What you have to do:
Exactly as written, set down each line of the data below except its pictures.

= = = =

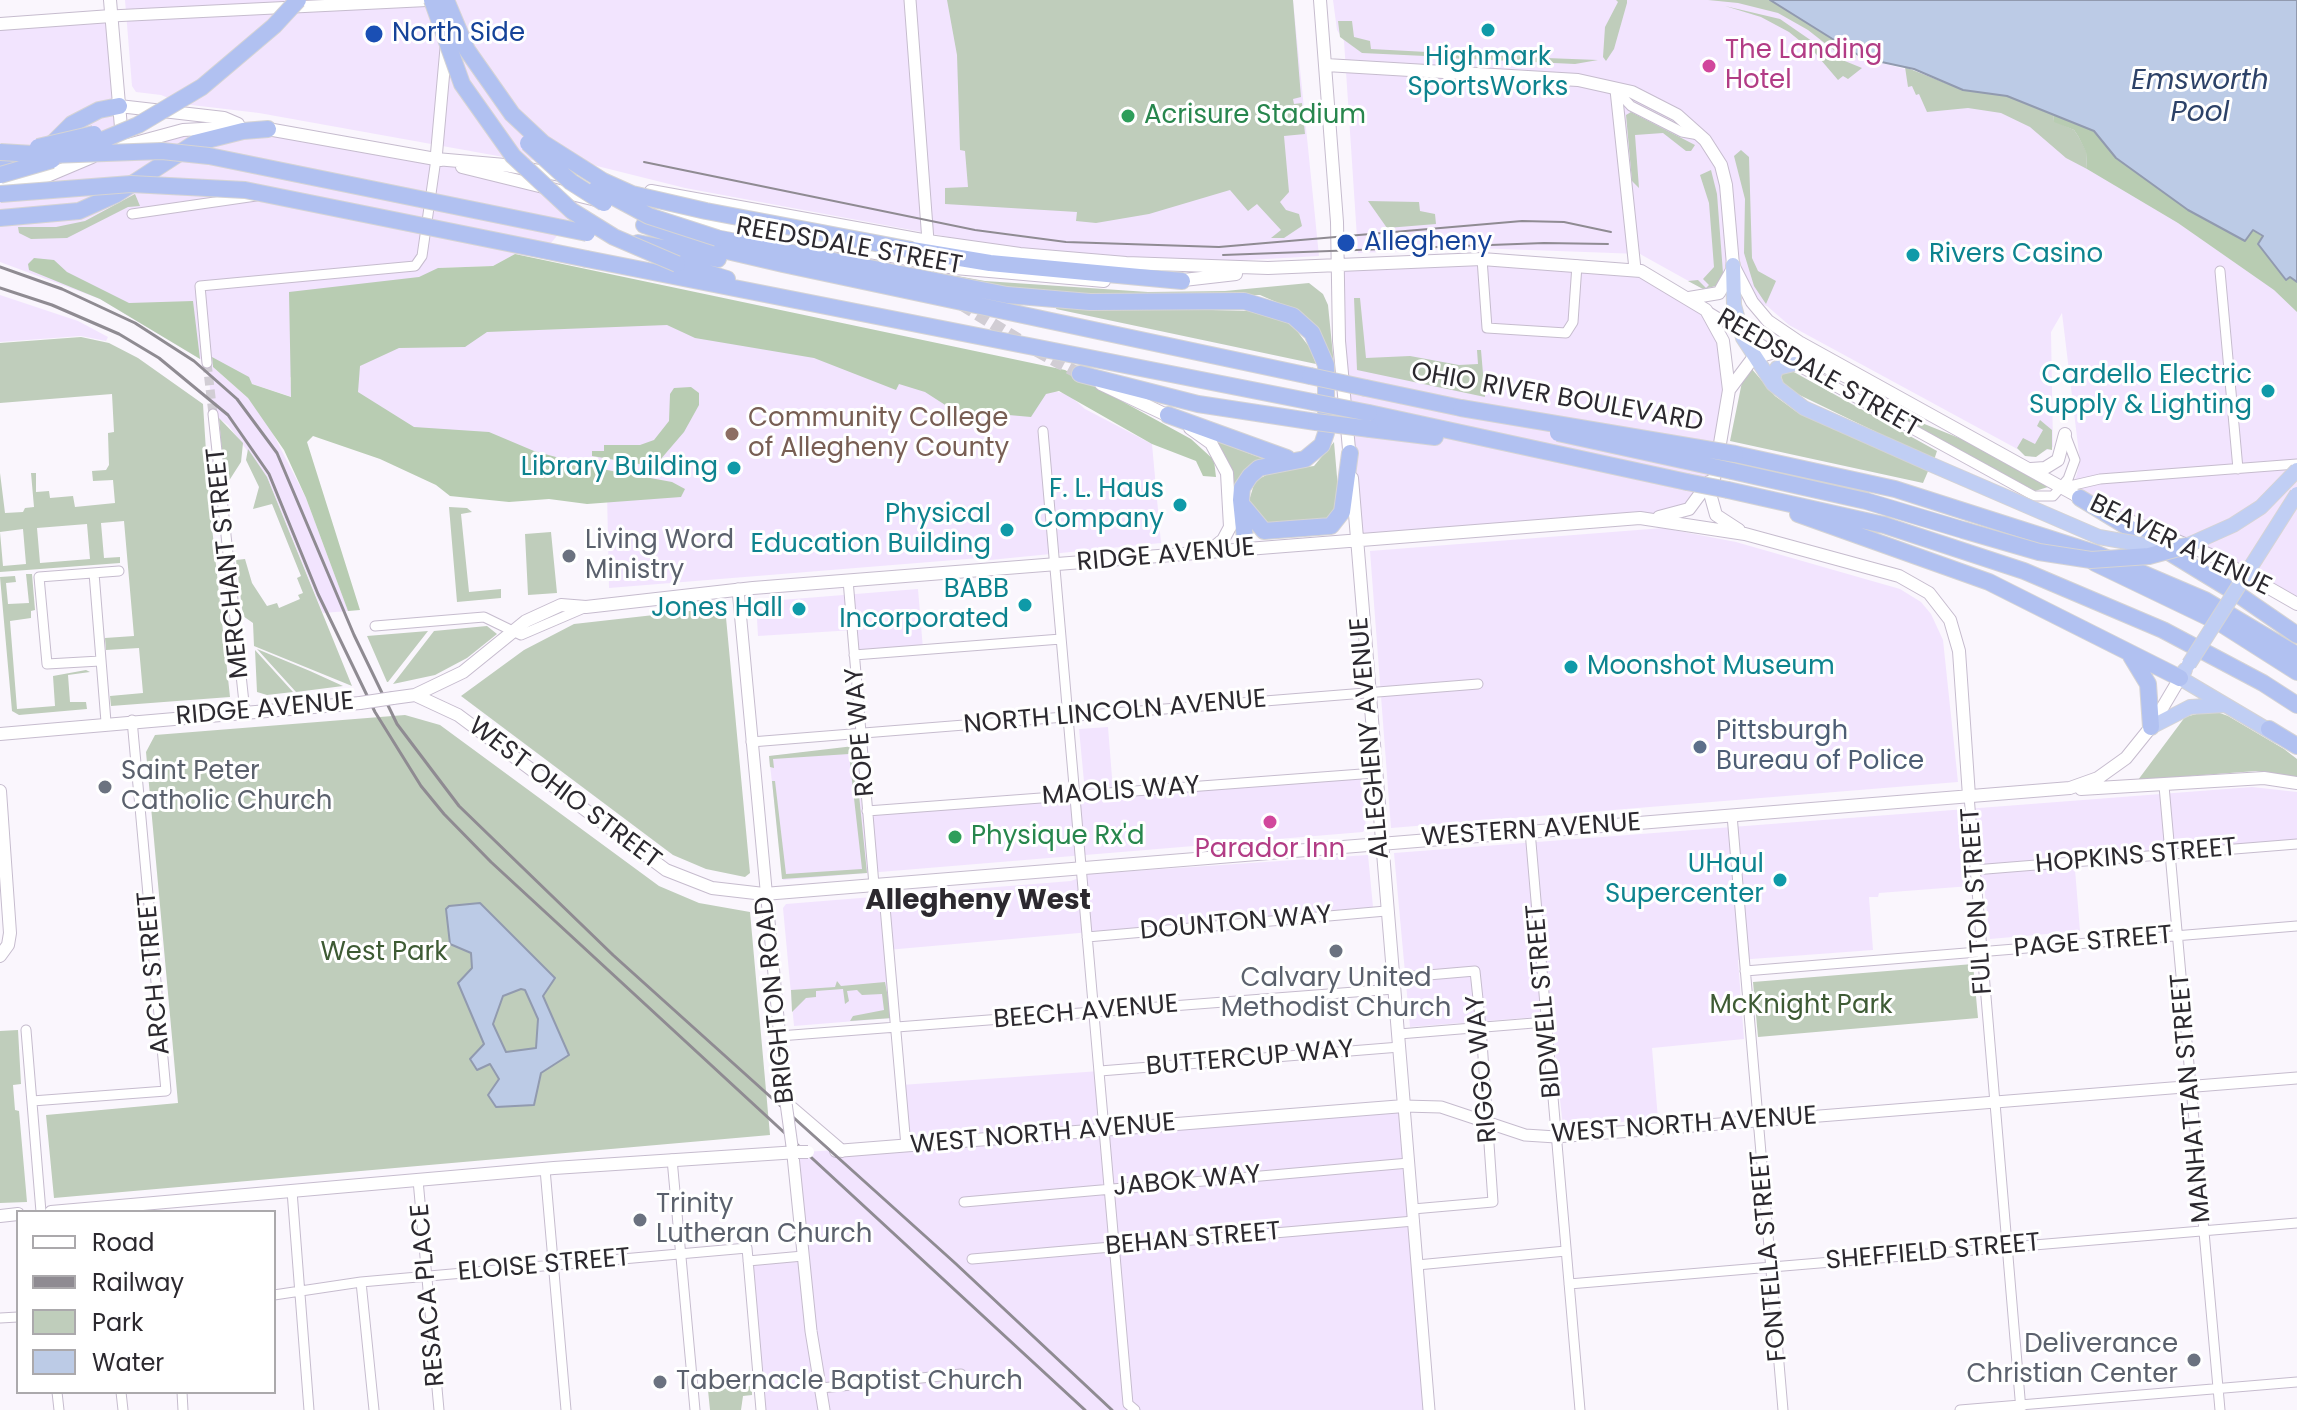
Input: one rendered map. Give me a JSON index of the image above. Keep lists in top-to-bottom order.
{
  "streets": {
    "highway": ["OHIO RIVER BOULEVARD"],
    "main road": [
      "REEDSDALE STREET",
      "BEAVER AVENUE",
      "RIDGE AVENUE",
      "ALLEGHENY AVENUE",
      "WEST OHIO STREET",
      "WESTERN AVENUE",
      "FULTON STREET",
      "WEST NORTH AVENUE"
    ],
    "street": [
      "MERCHANT STREET",
      "NORTH LINCOLN AVENUE",
      "ROPE WAY",
      "MAOLIS WAY",
      "HOPKINS STREET",
      "DOUNTON WAY",
      "PAGE STREET",
      "ARCH STREET",
      "BRIGHTON ROAD",
      "BIDWELL STREET",
      "BEECH AVENUE",
      "BUTTERCUP WAY",
      "RIGGO WAY",
      "MANHATTAN STREET",
      "JABOK WAY",
      "BEHAN STREET",
      "SHEFFIELD STREET",
      "FONTELLA STREET",
      "ELOISE STREET",
      "RESACA PLACE"
    ]
  },
  "crossings": [
    ["REEDSDALE STREET", "BEAVER AVENUE"],
    ["REEDSDALE STREET", "ALLEGHENY AVENUE"],
    ["RIDGE AVENUE", "MERCHANT STREET"],
    ["RIDGE AVENUE", "ROPE WAY"],
    ["RIDGE AVENUE", "ALLEGHENY AVENUE"],
    ["RIDGE AVENUE", "WEST OHIO STREET"],
    ["RIDGE AVENUE", "FULTON STREET"],
    ["RIDGE AVENUE", "ARCH STREET"],
    ["RIDGE AVENUE", "BRIGHTON ROAD"],
    ["NORTH LINCOLN AVENUE", "ROPE WAY"],
    ["NORTH LINCOLN AVENUE", "ALLEGHENY AVENUE"],
    ["NORTH LINCOLN AVENUE", "BRIGHTON ROAD"],
    ["ROPE WAY", "MAOLIS WAY"],
    ["ROPE WAY", "WESTERN AVENUE"],
    ["ROPE WAY", "BEECH AVENUE"],
    ["ROPE WAY", "WEST NORTH AVENUE"],
    ["ALLEGHENY AVENUE", "MAOLIS WAY"],
    ["ALLEGHENY AVENUE", "WESTERN AVENUE"],
    ["ALLEGHENY AVENUE", "DOUNTON WAY"],
    ["ALLEGHENY AVENUE", "BEECH AVENUE"],
    ["ALLEGHENY AVENUE", "BUTTERCUP WAY"],
    ["ALLEGHENY AVENUE", "RIGGO WAY"],
    ["ALLEGHENY AVENUE", "WEST NORTH AVENUE"],
    ["ALLEGHENY AVENUE", "JABOK WAY"],
    ["ALLEGHENY AVENUE", "BEHAN STREET"],
    ["WEST OHIO STREET", "WESTERN AVENUE"],
    ["WEST OHIO STREET", "BRIGHTON ROAD"],
    ["WESTERN AVENUE", "FULTON STREET"],
    ["WESTERN AVENUE", "BRIGHTON ROAD"],
    ["WESTERN AVENUE", "BIDWELL STREET"],
    ["WESTERN AVENUE", "MANHATTAN STREET"],
    ["WESTERN AVENUE", "FONTELLA STREET"],
    ["HOPKINS STREET", "FULTON STREET"],
    ["HOPKINS STREET", "MANHATTAN STREET"],
    ["FULTON STREET", "PAGE STREET"],
    ["FULTON STREET", "WEST NORTH AVENUE"],
    ["FULTON STREET", "SHEFFIELD STREET"],
    ["PAGE STREET", "MANHATTAN STREET"],
    ["PAGE STREET", "FONTELLA STREET"],
    ["BRIGHTON ROAD", "BEECH AVENUE"],
    ["BRIGHTON ROAD", "WEST NORTH AVENUE"],
    ["BRIGHTON ROAD", "ELOISE STREET"],
    ["BIDWELL STREET", "BUTTERCUP WAY"],
    ["BIDWELL STREET", "WEST NORTH AVENUE"],
    ["BIDWELL STREET", "SHEFFIELD STREET"],
    ["BEECH AVENUE", "RIGGO WAY"],
    ["BUTTERCUP WAY", "RIGGO WAY"],
    ["RIGGO WAY", "WEST NORTH AVENUE"],
    ["RIGGO WAY", "BEHAN STREET"],
    ["MANHATTAN STREET", "WEST NORTH AVENUE"],
    ["MANHATTAN STREET", "SHEFFIELD STREET"],
    ["WEST NORTH AVENUE", "FONTELLA STREET"],
    ["SHEFFIELD STREET", "FONTELLA STREET"],
    ["ELOISE STREET", "RESACA PLACE"]
  ],
  "districts": ["Allegheny West"],
  "water": ["Emsworth Pool"],
  "parks": ["West Park", "McKnight Park"],
  "places": [
    "Highmark SportsWorks",
    "North Side",
    "The Landing Hotel",
    "Acrisure Stadium",
    "Allegheny",
    "Rivers Casino",
    "Cardello Electric Supply & Lighting",
    "Community College of Allegheny County",
    "Library Building",
    "F. L. Haus Company",
    "Physical Education Building",
    "Living Word Ministry",
    "BABB Incorporated",
    "Jones Hall",
    "Moonshot Museum",
    "Pittsburgh Bureau of Police",
    "Saint Peter Catholic Church",
    "Parador Inn",
    "Physique Rx'd",
    "UHaul Supercenter",
    "Calvary United Methodist Church",
    "Trinity Lutheran Church",
    "Deliverance Christian Center",
    "Tabernacle Baptist Church"
  ],
  "legend": [
    "Road",
    "Railway",
    "Park",
    "Water"
  ]
}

= = = =

Your solution:
Input: one rendered map. Give me a JSON index of the image above. Keep lists in top-to-bottom order.
{
  "streets": {
    "highway": ["OHIO RIVER BOULEVARD"],
    "main road": [
      "REEDSDALE STREET",
      "BEAVER AVENUE",
      "RIDGE AVENUE",
      "ALLEGHENY AVENUE",
      "WEST OHIO STREET",
      "WESTERN AVENUE",
      "FULTON STREET",
      "WEST NORTH AVENUE"
    ],
    "street": [
      "MERCHANT STREET",
      "NORTH LINCOLN AVENUE",
      "ROPE WAY",
      "MAOLIS WAY",
      "HOPKINS STREET",
      "DOUNTON WAY",
      "PAGE STREET",
      "ARCH STREET",
      "BRIGHTON ROAD",
      "BIDWELL STREET",
      "BEECH AVENUE",
      "BUTTERCUP WAY",
      "RIGGO WAY",
      "MANHATTAN STREET",
      "JABOK WAY",
      "BEHAN STREET",
      "SHEFFIELD STREET",
      "FONTELLA STREET",
      "ELOISE STREET",
      "RESACA PLACE"
    ]
  },
  "crossings": [
    ["REEDSDALE STREET", "BEAVER AVENUE"],
    ["REEDSDALE STREET", "ALLEGHENY AVENUE"],
    ["RIDGE AVENUE", "MERCHANT STREET"],
    ["RIDGE AVENUE", "ROPE WAY"],
    ["RIDGE AVENUE", "ALLEGHENY AVENUE"],
    ["RIDGE AVENUE", "WEST OHIO STREET"],
    ["RIDGE AVENUE", "FULTON STREET"],
    ["RIDGE AVENUE", "ARCH STREET"],
    ["RIDGE AVENUE", "BRIGHTON ROAD"],
    ["NORTH LINCOLN AVENUE", "ROPE WAY"],
    ["NORTH LINCOLN AVENUE", "ALLEGHENY AVENUE"],
    ["NORTH LINCOLN AVENUE", "BRIGHTON ROAD"],
    ["ROPE WAY", "MAOLIS WAY"],
    ["ROPE WAY", "WESTERN AVENUE"],
    ["ROPE WAY", "BEECH AVENUE"],
    ["ROPE WAY", "WEST NORTH AVENUE"],
    ["ALLEGHENY AVENUE", "MAOLIS WAY"],
    ["ALLEGHENY AVENUE", "WESTERN AVENUE"],
    ["ALLEGHENY AVENUE", "DOUNTON WAY"],
    ["ALLEGHENY AVENUE", "BEECH AVENUE"],
    ["ALLEGHENY AVENUE", "BUTTERCUP WAY"],
    ["ALLEGHENY AVENUE", "RIGGO WAY"],
    ["ALLEGHENY AVENUE", "WEST NORTH AVENUE"],
    ["ALLEGHENY AVENUE", "JABOK WAY"],
    ["ALLEGHENY AVENUE", "BEHAN STREET"],
    ["WEST OHIO STREET", "WESTERN AVENUE"],
    ["WEST OHIO STREET", "BRIGHTON ROAD"],
    ["WESTERN AVENUE", "FULTON STREET"],
    ["WESTERN AVENUE", "BRIGHTON ROAD"],
    ["WESTERN AVENUE", "BIDWELL STREET"],
    ["WESTERN AVENUE", "MANHATTAN STREET"],
    ["WESTERN AVENUE", "FONTELLA STREET"],
    ["HOPKINS STREET", "FULTON STREET"],
    ["HOPKINS STREET", "MANHATTAN STREET"],
    ["FULTON STREET", "PAGE STREET"],
    ["FULTON STREET", "WEST NORTH AVENUE"],
    ["FULTON STREET", "SHEFFIELD STREET"],
    ["PAGE STREET", "MANHATTAN STREET"],
    ["PAGE STREET", "FONTELLA STREET"],
    ["BRIGHTON ROAD", "BEECH AVENUE"],
    ["BRIGHTON ROAD", "WEST NORTH AVENUE"],
    ["BRIGHTON ROAD", "ELOISE STREET"],
    ["BIDWELL STREET", "BUTTERCUP WAY"],
    ["BIDWELL STREET", "WEST NORTH AVENUE"],
    ["BIDWELL STREET", "SHEFFIELD STREET"],
    ["BEECH AVENUE", "RIGGO WAY"],
    ["BUTTERCUP WAY", "RIGGO WAY"],
    ["RIGGO WAY", "WEST NORTH AVENUE"],
    ["RIGGO WAY", "BEHAN STREET"],
    ["MANHATTAN STREET", "WEST NORTH AVENUE"],
    ["MANHATTAN STREET", "SHEFFIELD STREET"],
    ["WEST NORTH AVENUE", "FONTELLA STREET"],
    ["SHEFFIELD STREET", "FONTELLA STREET"],
    ["ELOISE STREET", "RESACA PLACE"]
  ],
  "districts": ["Allegheny West"],
  "water": ["Emsworth Pool"],
  "parks": ["West Park", "McKnight Park"],
  "places": [
    "Highmark SportsWorks",
    "North Side",
    "The Landing Hotel",
    "Acrisure Stadium",
    "Allegheny",
    "Rivers Casino",
    "Cardello Electric Supply & Lighting",
    "Community College of Allegheny County",
    "Library Building",
    "F. L. Haus Company",
    "Physical Education Building",
    "Living Word Ministry",
    "BABB Incorporated",
    "Jones Hall",
    "Moonshot Museum",
    "Pittsburgh Bureau of Police",
    "Saint Peter Catholic Church",
    "Parador Inn",
    "Physique Rx'd",
    "UHaul Supercenter",
    "Calvary United Methodist Church",
    "Trinity Lutheran Church",
    "Deliverance Christian Center",
    "Tabernacle Baptist Church"
  ],
  "legend": [
    "Road",
    "Railway",
    "Park",
    "Water"
  ]
}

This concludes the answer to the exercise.